- _WHAT YOU ARE ASKED TO DO_: Examine the material below and count the lines that hold the word "lists". Report only the number.

··· DATA EXCERPTS

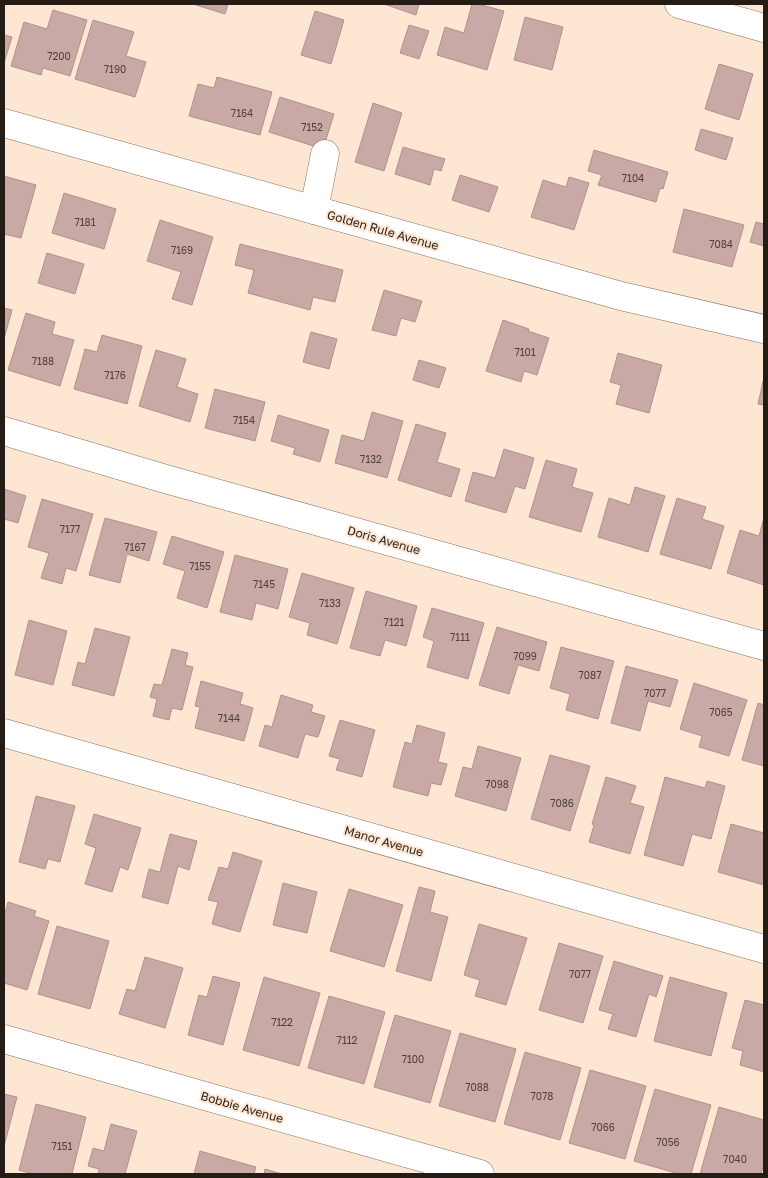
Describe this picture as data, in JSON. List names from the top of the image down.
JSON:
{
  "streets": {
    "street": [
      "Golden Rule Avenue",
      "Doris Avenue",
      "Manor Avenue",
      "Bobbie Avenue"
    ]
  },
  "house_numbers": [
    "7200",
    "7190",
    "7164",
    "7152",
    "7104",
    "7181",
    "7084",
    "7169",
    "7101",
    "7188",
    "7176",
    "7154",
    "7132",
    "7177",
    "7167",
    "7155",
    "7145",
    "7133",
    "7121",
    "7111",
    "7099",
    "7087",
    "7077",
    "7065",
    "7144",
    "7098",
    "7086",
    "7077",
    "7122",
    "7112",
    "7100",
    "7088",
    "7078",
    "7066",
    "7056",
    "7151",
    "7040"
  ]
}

······
··· DATA EXCERPTS

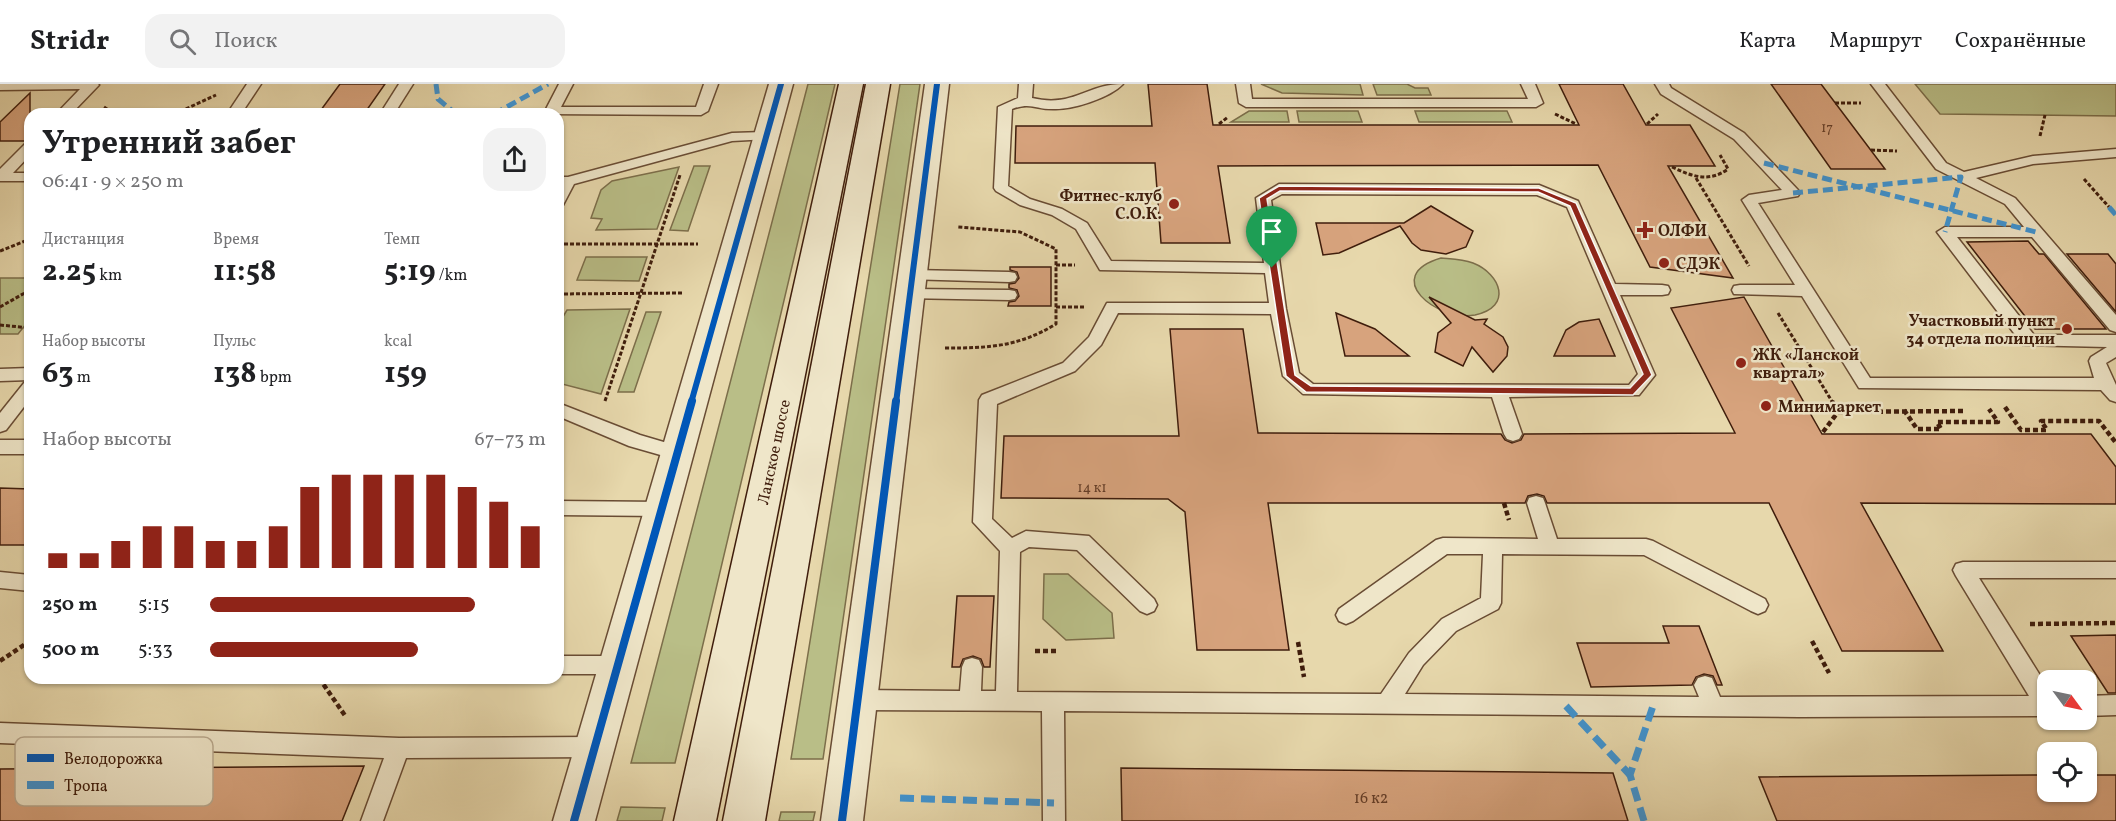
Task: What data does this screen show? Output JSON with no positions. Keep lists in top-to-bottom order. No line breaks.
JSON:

······
··· DATA EXCERPTS

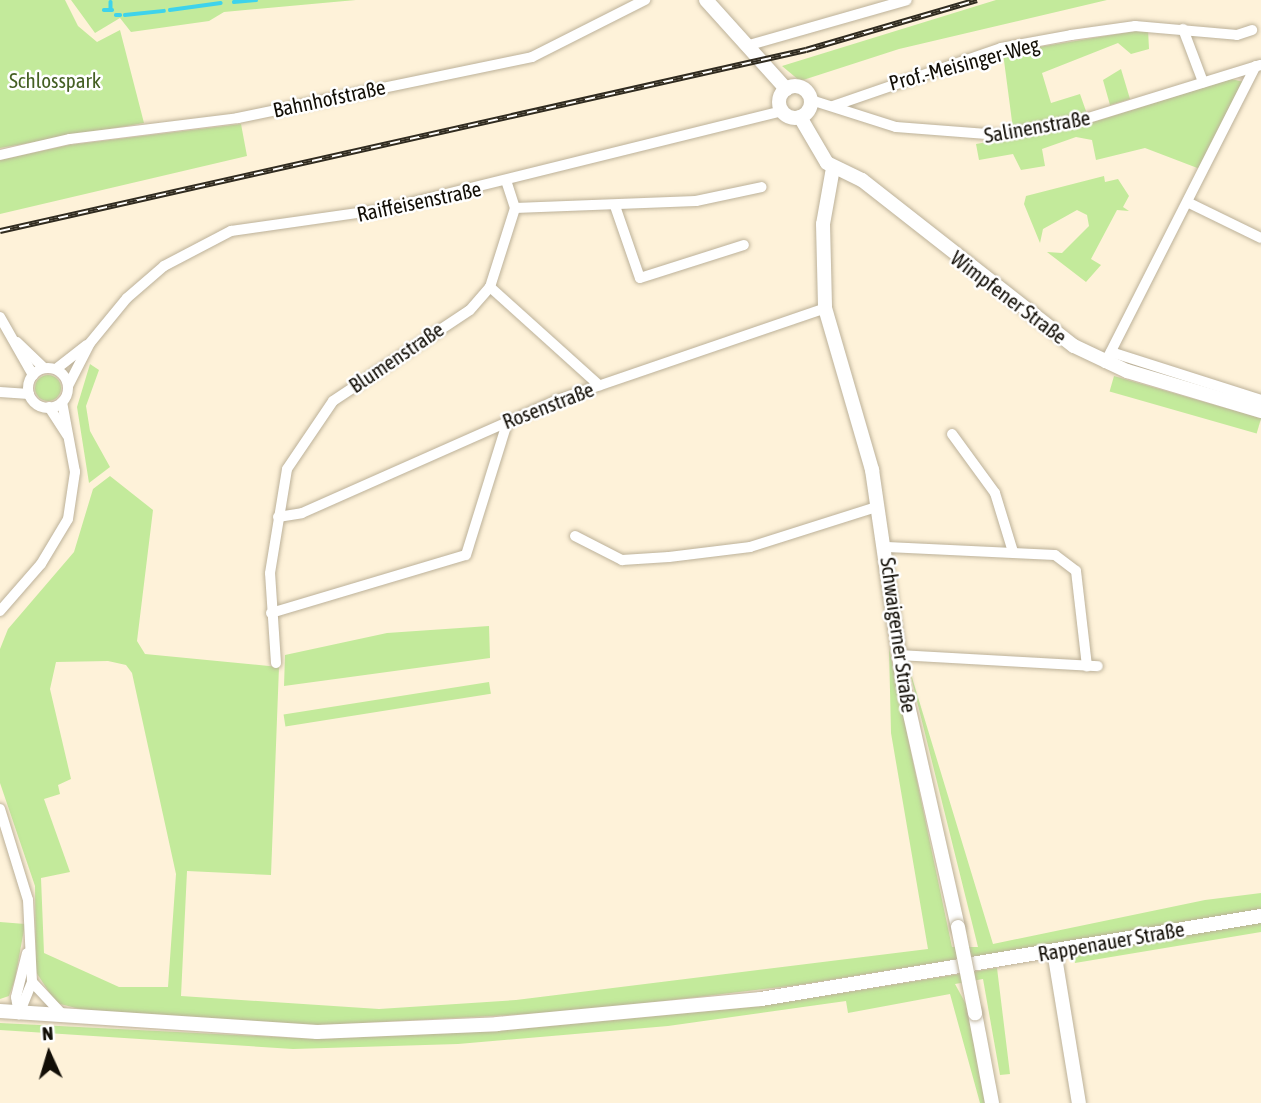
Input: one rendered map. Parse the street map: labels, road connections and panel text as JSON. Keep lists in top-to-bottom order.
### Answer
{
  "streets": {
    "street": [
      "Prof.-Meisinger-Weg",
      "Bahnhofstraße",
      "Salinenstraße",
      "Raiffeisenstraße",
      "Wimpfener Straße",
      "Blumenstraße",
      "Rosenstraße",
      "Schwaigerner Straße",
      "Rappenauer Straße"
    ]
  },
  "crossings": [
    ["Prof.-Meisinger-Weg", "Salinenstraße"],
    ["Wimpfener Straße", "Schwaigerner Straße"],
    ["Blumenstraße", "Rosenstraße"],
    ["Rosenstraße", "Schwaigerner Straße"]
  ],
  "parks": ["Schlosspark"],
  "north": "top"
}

······

- _COMPLETED TASK_: 2